» Input data:
--------

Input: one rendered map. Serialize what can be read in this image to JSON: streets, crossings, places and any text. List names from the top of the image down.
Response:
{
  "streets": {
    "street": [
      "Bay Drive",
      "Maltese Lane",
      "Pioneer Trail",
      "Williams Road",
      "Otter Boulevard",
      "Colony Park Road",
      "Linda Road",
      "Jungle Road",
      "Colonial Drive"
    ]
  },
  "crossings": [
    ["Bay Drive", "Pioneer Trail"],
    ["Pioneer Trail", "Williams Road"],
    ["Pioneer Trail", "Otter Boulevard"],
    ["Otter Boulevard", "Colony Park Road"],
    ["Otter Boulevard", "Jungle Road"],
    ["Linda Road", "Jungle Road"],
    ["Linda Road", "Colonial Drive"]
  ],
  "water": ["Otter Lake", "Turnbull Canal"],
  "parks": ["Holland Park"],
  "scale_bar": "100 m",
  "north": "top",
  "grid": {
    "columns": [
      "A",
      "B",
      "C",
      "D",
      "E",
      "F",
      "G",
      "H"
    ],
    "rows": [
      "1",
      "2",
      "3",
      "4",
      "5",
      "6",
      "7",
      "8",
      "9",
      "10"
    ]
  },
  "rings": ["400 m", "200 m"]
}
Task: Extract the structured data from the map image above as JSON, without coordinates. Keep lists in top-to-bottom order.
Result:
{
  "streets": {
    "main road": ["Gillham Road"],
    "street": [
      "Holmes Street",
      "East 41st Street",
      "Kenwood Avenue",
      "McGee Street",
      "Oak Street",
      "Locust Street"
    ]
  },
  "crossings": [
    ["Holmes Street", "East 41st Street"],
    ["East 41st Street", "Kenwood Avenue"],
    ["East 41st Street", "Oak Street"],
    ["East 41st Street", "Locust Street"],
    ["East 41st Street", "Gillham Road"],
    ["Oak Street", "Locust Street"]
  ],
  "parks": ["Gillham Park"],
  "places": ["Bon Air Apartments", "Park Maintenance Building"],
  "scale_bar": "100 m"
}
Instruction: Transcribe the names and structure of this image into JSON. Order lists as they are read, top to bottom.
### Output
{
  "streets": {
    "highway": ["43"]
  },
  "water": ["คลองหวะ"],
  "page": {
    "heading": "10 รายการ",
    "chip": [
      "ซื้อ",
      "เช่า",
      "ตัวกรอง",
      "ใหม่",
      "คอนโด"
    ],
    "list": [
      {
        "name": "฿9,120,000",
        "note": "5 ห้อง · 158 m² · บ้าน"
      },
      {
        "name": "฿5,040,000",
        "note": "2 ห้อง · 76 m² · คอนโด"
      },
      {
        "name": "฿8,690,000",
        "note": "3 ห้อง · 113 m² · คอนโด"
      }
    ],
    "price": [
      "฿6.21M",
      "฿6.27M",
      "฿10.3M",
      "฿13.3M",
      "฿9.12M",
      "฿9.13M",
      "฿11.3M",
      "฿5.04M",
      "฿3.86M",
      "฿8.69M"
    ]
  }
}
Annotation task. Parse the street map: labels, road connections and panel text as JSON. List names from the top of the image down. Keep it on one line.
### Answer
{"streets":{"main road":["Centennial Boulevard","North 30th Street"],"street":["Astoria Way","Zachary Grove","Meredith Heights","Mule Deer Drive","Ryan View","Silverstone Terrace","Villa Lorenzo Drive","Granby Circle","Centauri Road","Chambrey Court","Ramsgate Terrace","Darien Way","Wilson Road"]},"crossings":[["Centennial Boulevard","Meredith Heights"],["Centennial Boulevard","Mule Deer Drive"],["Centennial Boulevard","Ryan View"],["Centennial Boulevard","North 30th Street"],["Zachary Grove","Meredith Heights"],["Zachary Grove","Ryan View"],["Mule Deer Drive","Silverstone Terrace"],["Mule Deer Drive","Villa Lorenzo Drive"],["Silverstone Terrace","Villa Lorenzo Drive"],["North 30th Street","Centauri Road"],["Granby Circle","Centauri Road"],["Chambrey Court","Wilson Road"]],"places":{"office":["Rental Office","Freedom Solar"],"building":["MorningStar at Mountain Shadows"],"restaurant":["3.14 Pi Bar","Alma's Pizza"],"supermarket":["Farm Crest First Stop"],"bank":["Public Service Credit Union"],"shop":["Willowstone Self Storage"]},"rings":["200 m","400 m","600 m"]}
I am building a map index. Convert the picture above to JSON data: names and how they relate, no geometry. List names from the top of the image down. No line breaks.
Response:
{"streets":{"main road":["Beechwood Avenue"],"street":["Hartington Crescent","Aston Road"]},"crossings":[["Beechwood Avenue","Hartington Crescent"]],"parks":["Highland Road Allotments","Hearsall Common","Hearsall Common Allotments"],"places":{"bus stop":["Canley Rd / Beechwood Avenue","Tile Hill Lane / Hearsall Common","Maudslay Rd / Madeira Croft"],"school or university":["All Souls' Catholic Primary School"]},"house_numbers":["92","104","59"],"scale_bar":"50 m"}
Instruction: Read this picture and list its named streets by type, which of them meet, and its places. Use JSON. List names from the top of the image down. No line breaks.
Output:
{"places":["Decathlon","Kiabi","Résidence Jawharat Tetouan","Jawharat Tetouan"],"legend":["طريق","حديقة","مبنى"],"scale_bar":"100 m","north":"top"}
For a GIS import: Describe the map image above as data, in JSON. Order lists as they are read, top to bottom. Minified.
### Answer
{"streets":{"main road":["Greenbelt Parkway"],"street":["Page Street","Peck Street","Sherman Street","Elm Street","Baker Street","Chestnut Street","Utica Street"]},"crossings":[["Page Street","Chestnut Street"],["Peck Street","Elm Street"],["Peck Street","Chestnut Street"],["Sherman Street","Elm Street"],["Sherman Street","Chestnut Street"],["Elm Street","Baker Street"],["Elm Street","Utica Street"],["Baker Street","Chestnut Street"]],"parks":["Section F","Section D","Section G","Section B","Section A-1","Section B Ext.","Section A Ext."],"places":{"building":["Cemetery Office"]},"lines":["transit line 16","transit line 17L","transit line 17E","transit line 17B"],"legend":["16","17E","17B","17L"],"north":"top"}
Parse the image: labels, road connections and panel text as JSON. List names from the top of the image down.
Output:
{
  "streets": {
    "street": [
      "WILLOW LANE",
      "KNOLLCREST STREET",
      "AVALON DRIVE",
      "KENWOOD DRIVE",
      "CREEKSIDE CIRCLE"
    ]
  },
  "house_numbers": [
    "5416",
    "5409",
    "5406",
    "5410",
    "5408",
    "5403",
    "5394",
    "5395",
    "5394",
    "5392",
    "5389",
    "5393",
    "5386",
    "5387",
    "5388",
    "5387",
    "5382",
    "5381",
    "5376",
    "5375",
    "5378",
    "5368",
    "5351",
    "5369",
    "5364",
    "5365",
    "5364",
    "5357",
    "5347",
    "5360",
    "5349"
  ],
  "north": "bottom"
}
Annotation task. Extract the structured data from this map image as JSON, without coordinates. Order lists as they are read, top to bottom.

--------

» Task to complete: Please reproduce the whole listing exactly, omitting no line.

» Task result:
Input: one rendered map. Serialize what can be read in this image to JSON: streets, crossings, places and any text. List names from the top of the image down.
Response:
{
  "streets": {
    "street": [
      "Bay Drive",
      "Maltese Lane",
      "Pioneer Trail",
      "Williams Road",
      "Otter Boulevard",
      "Colony Park Road",
      "Linda Road",
      "Jungle Road",
      "Colonial Drive"
    ]
  },
  "crossings": [
    ["Bay Drive", "Pioneer Trail"],
    ["Pioneer Trail", "Williams Road"],
    ["Pioneer Trail", "Otter Boulevard"],
    ["Otter Boulevard", "Colony Park Road"],
    ["Otter Boulevard", "Jungle Road"],
    ["Linda Road", "Jungle Road"],
    ["Linda Road", "Colonial Drive"]
  ],
  "water": ["Otter Lake", "Turnbull Canal"],
  "parks": ["Holland Park"],
  "scale_bar": "100 m",
  "north": "top",
  "grid": {
    "columns": [
      "A",
      "B",
      "C",
      "D",
      "E",
      "F",
      "G",
      "H"
    ],
    "rows": [
      "1",
      "2",
      "3",
      "4",
      "5",
      "6",
      "7",
      "8",
      "9",
      "10"
    ]
  },
  "rings": ["400 m", "200 m"]
}
Task: Extract the structured data from the map image above as JSON, without coordinates. Keep lists in top-to-bottom order.
Result:
{
  "streets": {
    "main road": ["Gillham Road"],
    "street": [
      "Holmes Street",
      "East 41st Street",
      "Kenwood Avenue",
      "McGee Street",
      "Oak Street",
      "Locust Street"
    ]
  },
  "crossings": [
    ["Holmes Street", "East 41st Street"],
    ["East 41st Street", "Kenwood Avenue"],
    ["East 41st Street", "Oak Street"],
    ["East 41st Street", "Locust Street"],
    ["East 41st Street", "Gillham Road"],
    ["Oak Street", "Locust Street"]
  ],
  "parks": ["Gillham Park"],
  "places": ["Bon Air Apartments", "Park Maintenance Building"],
  "scale_bar": "100 m"
}
Instruction: Transcribe the names and structure of this image into JSON. Order lists as they are read, top to bottom.
### Output
{
  "streets": {
    "highway": ["43"]
  },
  "water": ["คลองหวะ"],
  "page": {
    "heading": "10 รายการ",
    "chip": [
      "ซื้อ",
      "เช่า",
      "ตัวกรอง",
      "ใหม่",
      "คอนโด"
    ],
    "list": [
      {
        "name": "฿9,120,000",
        "note": "5 ห้อง · 158 m² · บ้าน"
      },
      {
        "name": "฿5,040,000",
        "note": "2 ห้อง · 76 m² · คอนโด"
      },
      {
        "name": "฿8,690,000",
        "note": "3 ห้อง · 113 m² · คอนโด"
      }
    ],
    "price": [
      "฿6.21M",
      "฿6.27M",
      "฿10.3M",
      "฿13.3M",
      "฿9.12M",
      "฿9.13M",
      "฿11.3M",
      "฿5.04M",
      "฿3.86M",
      "฿8.69M"
    ]
  }
}
Annotation task. Parse the street map: labels, road connections and panel text as JSON. List names from the top of the image down. Keep it on one line.
### Answer
{"streets":{"main road":["Centennial Boulevard","North 30th Street"],"street":["Astoria Way","Zachary Grove","Meredith Heights","Mule Deer Drive","Ryan View","Silverstone Terrace","Villa Lorenzo Drive","Granby Circle","Centauri Road","Chambrey Court","Ramsgate Terrace","Darien Way","Wilson Road"]},"crossings":[["Centennial Boulevard","Meredith Heights"],["Centennial Boulevard","Mule Deer Drive"],["Centennial Boulevard","Ryan View"],["Centennial Boulevard","North 30th Street"],["Zachary Grove","Meredith Heights"],["Zachary Grove","Ryan View"],["Mule Deer Drive","Silverstone Terrace"],["Mule Deer Drive","Villa Lorenzo Drive"],["Silverstone Terrace","Villa Lorenzo Drive"],["North 30th Street","Centauri Road"],["Granby Circle","Centauri Road"],["Chambrey Court","Wilson Road"]],"places":{"office":["Rental Office","Freedom Solar"],"building":["MorningStar at Mountain Shadows"],"restaurant":["3.14 Pi Bar","Alma's Pizza"],"supermarket":["Farm Crest First Stop"],"bank":["Public Service Credit Union"],"shop":["Willowstone Self Storage"]},"rings":["200 m","400 m","600 m"]}
I am building a map index. Convert the picture above to JSON data: names and how they relate, no geometry. List names from the top of the image down. No line breaks.
Response:
{"streets":{"main road":["Beechwood Avenue"],"street":["Hartington Crescent","Aston Road"]},"crossings":[["Beechwood Avenue","Hartington Crescent"]],"parks":["Highland Road Allotments","Hearsall Common","Hearsall Common Allotments"],"places":{"bus stop":["Canley Rd / Beechwood Avenue","Tile Hill Lane / Hearsall Common","Maudslay Rd / Madeira Croft"],"school or university":["All Souls' Catholic Primary School"]},"house_numbers":["92","104","59"],"scale_bar":"50 m"}
Instruction: Read this picture and list its named streets by type, which of them meet, and its places. Use JSON. List names from the top of the image down. No line breaks.
Output:
{"places":["Decathlon","Kiabi","Résidence Jawharat Tetouan","Jawharat Tetouan"],"legend":["طريق","حديقة","مبنى"],"scale_bar":"100 m","north":"top"}
For a GIS import: Describe the map image above as data, in JSON. Order lists as they are read, top to bottom. Minified.
### Answer
{"streets":{"main road":["Greenbelt Parkway"],"street":["Page Street","Peck Street","Sherman Street","Elm Street","Baker Street","Chestnut Street","Utica Street"]},"crossings":[["Page Street","Chestnut Street"],["Peck Street","Elm Street"],["Peck Street","Chestnut Street"],["Sherman Street","Elm Street"],["Sherman Street","Chestnut Street"],["Elm Street","Baker Street"],["Elm Street","Utica Street"],["Baker Street","Chestnut Street"]],"parks":["Section F","Section D","Section G","Section B","Section A-1","Section B Ext.","Section A Ext."],"places":{"building":["Cemetery Office"]},"lines":["transit line 16","transit line 17L","transit line 17E","transit line 17B"],"legend":["16","17E","17B","17L"],"north":"top"}
Parse the image: labels, road connections and panel text as JSON. List names from the top of the image down.
Output:
{
  "streets": {
    "street": [
      "WILLOW LANE",
      "KNOLLCREST STREET",
      "AVALON DRIVE",
      "KENWOOD DRIVE",
      "CREEKSIDE CIRCLE"
    ]
  },
  "house_numbers": [
    "5416",
    "5409",
    "5406",
    "5410",
    "5408",
    "5403",
    "5394",
    "5395",
    "5394",
    "5392",
    "5389",
    "5393",
    "5386",
    "5387",
    "5388",
    "5387",
    "5382",
    "5381",
    "5376",
    "5375",
    "5378",
    "5368",
    "5351",
    "5369",
    "5364",
    "5365",
    "5364",
    "5357",
    "5347",
    "5360",
    "5349"
  ],
  "north": "bottom"
}
Annotation task. Extract the structured data from this map image as JSON, without coordinates. Order lists as they are read, top to bottom.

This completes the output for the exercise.